By Maria McCoyGoogle

According to the federal Professional and Amateur Sports Protection Act of 1992, only Delaware, Montana, Oregon, and Nevada have legal sports betting.  This coming election day, New Jersey voters will be able to decide, aside from who’s going to sit in the State Legislature, whether or not they want to change the state constitution in order to legalize sports-betting in local race-tracks and at Atlantic City casinos.

Compared to Nevada, New Jersey has a lot of catching up to do if they want to see any real gambling revenue.  Though, according to a Rutgers-Eagleton poll conducted about four weeks ago, almost 60% of eligible voters in New Jersey think that legalizing sports-betting is a step in the right direction.  

The biggest push for support comes from those who are trying to breathe life into Atlantic City.  The situation there is quite grim, and if sports-betting were to become legal, it will hopefully draw large crowds of sports fans to the casinos for all the major national sporting events like the World Series, Super Bowl, or NCAA playoffs.

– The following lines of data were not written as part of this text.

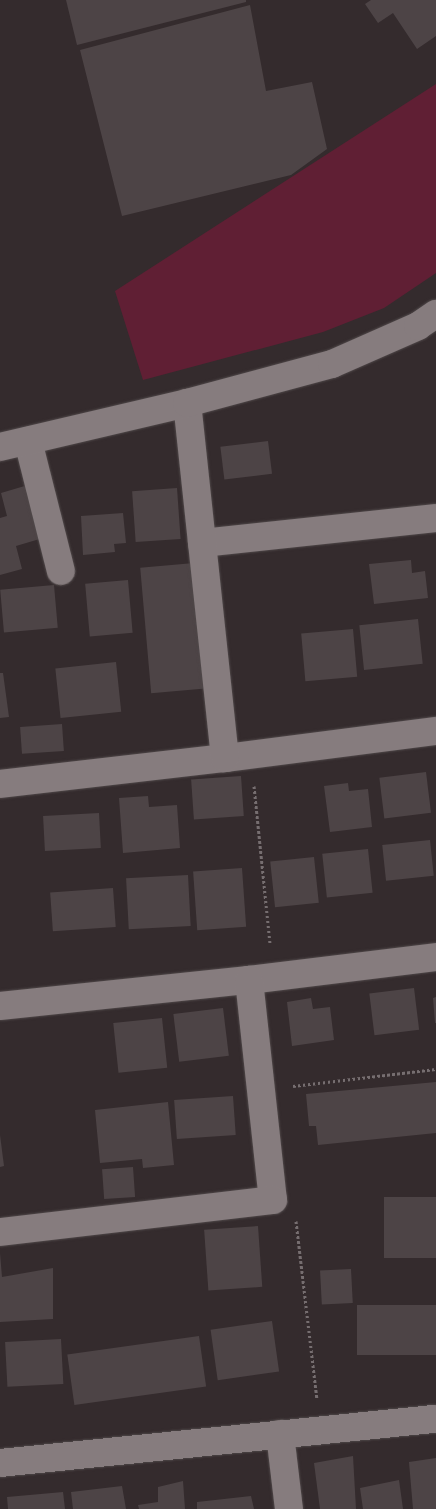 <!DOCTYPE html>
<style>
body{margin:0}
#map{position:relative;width:436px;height:1509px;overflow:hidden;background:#342b2d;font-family:Bitter,serif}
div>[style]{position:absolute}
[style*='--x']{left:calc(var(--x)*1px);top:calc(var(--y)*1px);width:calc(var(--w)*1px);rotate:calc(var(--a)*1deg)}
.green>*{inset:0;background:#601f34}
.building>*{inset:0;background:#4d4446;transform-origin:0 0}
.path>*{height:3px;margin-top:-1.5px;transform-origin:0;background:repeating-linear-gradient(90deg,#766e70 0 2.5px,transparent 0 5px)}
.roads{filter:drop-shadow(0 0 1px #4f4849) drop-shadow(0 0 1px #4f4849)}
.minor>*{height:28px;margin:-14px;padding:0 14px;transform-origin:14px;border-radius:14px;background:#867c7e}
.tertiary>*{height:28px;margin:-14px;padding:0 14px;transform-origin:14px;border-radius:14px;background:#867c7e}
span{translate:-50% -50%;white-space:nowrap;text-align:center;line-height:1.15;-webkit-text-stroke:4px #342b2d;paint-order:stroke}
</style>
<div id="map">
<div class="green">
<i style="clip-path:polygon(436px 84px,436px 273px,384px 308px,323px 332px,143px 380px,115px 291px)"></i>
</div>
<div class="building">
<i style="clip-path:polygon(66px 0,246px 0,246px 2px,77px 45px)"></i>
<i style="clip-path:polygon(371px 0,436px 0,436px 36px,417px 49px,393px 13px,378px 23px,365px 4px)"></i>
<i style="clip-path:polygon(250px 5px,266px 91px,312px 82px,327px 149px,291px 175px,122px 216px,80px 50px)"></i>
<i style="left:268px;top:441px;width:33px;height:48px;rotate:83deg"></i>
<i style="clip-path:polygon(28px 485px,43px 538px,16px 546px,22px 569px,0 575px,0 518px,7px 516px,1px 493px)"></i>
<i style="left:177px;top:488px;width:51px;height:45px;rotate:86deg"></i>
<i style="clip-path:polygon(123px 513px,126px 543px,114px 544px,115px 552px,83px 555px,81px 516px)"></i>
<i style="clip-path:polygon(411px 560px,412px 573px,425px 571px,428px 598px,374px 604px,369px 564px)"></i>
<i style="left:194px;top:563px;width:126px;height:54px;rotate:85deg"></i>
<i style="left:128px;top:580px;width:53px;height:43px;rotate:85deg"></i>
<i style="left:54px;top:585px;width:43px;height:54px;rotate:85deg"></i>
<i style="left:418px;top:619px;width:45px;height:59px;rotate:84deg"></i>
<i style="left:353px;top:629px;width:48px;height:52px;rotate:85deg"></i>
<i style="left:116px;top:662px;width:50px;height:61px;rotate:84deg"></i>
<i style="clip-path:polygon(0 673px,3px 673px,9px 717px,0 718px)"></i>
<i style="left:62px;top:724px;width:27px;height:42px;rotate:86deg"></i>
<i style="left:426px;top:772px;width:41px;height:47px;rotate:83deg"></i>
<i style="left:241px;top:776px;width:40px;height:50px;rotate:86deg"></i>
<i style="clip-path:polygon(348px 783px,349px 791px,368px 789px,372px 827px,330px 832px,324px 786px)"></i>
<i style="clip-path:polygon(148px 796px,149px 807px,177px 805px,180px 848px,123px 853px,119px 798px)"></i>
<i style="left:99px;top:813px;width:35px;height:56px;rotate:87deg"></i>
<i style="left:430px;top:840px;width:36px;height:48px;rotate:84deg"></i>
<i style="left:368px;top:849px;width:44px;height:46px;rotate:84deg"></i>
<i style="left:314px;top:857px;width:46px;height:44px;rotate:84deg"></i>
<i style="left:242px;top:868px;width:59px;height:49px;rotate:86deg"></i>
<i style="left:188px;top:875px;width:51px;height:62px;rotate:87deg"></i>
<i style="left:113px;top:888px;width:39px;height:63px;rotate:86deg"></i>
<i style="left:414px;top:988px;width:42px;height:45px;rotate:83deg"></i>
<i style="clip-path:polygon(436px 997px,436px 1023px,435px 1023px,433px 998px)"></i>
<i style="clip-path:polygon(311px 998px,313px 1009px,330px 1007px,334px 1040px,292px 1046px,287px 1002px)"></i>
<i style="left:223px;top:1008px;width:48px;height:50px;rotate:83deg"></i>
<i style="left:162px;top:1018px;width:50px;height:49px;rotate:84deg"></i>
<i style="clip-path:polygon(436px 1082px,436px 1133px,318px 1145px,316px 1126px,309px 1126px,306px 1094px)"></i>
<i style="left:233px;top:1096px;width:39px;height:59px;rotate:86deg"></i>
<i style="clip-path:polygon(168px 1102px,174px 1165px,143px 1168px,142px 1159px,100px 1163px,95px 1110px)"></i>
<i style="clip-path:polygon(0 1135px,4px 1166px,0 1167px)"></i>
<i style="left:133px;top:1167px;width:30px;height:31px;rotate:86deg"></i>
<i style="left:436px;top:1197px;width:61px;height:52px;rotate:90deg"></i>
<i style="left:258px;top:1226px;width:61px;height:54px;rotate:86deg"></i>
<i style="clip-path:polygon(0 1253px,2px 1277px,53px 1268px,53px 1319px,0 1322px)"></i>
<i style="left:351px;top:1269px;width:34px;height:31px;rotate:87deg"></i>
<i style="left:436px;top:1305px;width:50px;height:79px;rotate:90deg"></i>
<i style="left:272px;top:1321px;width:51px;height:62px;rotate:82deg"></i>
<i style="left:199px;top:1336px;width:51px;height:133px;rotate:82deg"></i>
<i style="left:61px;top:1339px;width:45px;height:56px;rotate:87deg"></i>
<i style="clip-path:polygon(353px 1456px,356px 1509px,320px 1509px,314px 1463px)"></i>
<i style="clip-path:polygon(436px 1458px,436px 1509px,413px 1509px,409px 1462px)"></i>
<i style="clip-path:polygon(399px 1480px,403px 1509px,363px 1509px,360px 1488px)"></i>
<i style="clip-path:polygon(183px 1481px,185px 1509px,139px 1509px,138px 1505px,158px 1502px,158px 1487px)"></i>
<i style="clip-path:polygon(122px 1486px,126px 1509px,73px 1509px,71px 1492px)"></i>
<i style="clip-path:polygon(63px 1492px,65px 1509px,8px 1509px,7px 1497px)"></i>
<i style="clip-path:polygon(251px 1496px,254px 1509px,197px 1509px,197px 1502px)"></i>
</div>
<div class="path">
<i style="--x:254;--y:786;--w:159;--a:84.2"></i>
<i style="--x:293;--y:1086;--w:144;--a:-6.8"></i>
<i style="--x:296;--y:1221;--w:179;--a:83.3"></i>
</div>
<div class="roads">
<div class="minor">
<i style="--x:28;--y:441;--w:134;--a:75.8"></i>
<i style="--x:202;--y:543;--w:235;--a:-6.1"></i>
<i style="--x:225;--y:758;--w:213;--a:-7.3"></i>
<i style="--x:0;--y:784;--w:226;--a:-6.6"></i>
<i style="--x:225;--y:758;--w:357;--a:-96.1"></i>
<i style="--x:249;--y:980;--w:188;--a:-7"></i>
<i style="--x:0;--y:1006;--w:250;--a:-6"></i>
<i style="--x:249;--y:980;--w:221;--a:83.8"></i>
<i style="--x:273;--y:1200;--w:275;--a:173.3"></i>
<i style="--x:280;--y:1434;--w:76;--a:83.2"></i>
<i style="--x:0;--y:1463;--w:438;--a:-5.8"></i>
</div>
<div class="tertiary">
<i style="--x:0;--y:447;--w:192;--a:-13.2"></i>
<i style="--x:187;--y:403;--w:150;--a:-15.1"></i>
<i style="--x:332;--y:364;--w:94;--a:-23.8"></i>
<i style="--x:418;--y:326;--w:22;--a:-34"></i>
</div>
</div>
</div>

Opponents of the bill clearly do not share the same enthusiasm.  They claim that since sports-betting only constitutes 2% of Nevada’s gross gambling profits, New Jersey can not expect a much greater result.  That being the case, the only effect of legalizing sports-betting, according to those opponents, is problems of addictive gambling.

Chris Christie, the governor of New Jersey, expressed that he would give his support as long as the referendum passes the Tuesday vote.  Unfortunately, even if it passes the vote and received gubernatorial support, the actual legislation process of changing the state constitution could theoretically take years.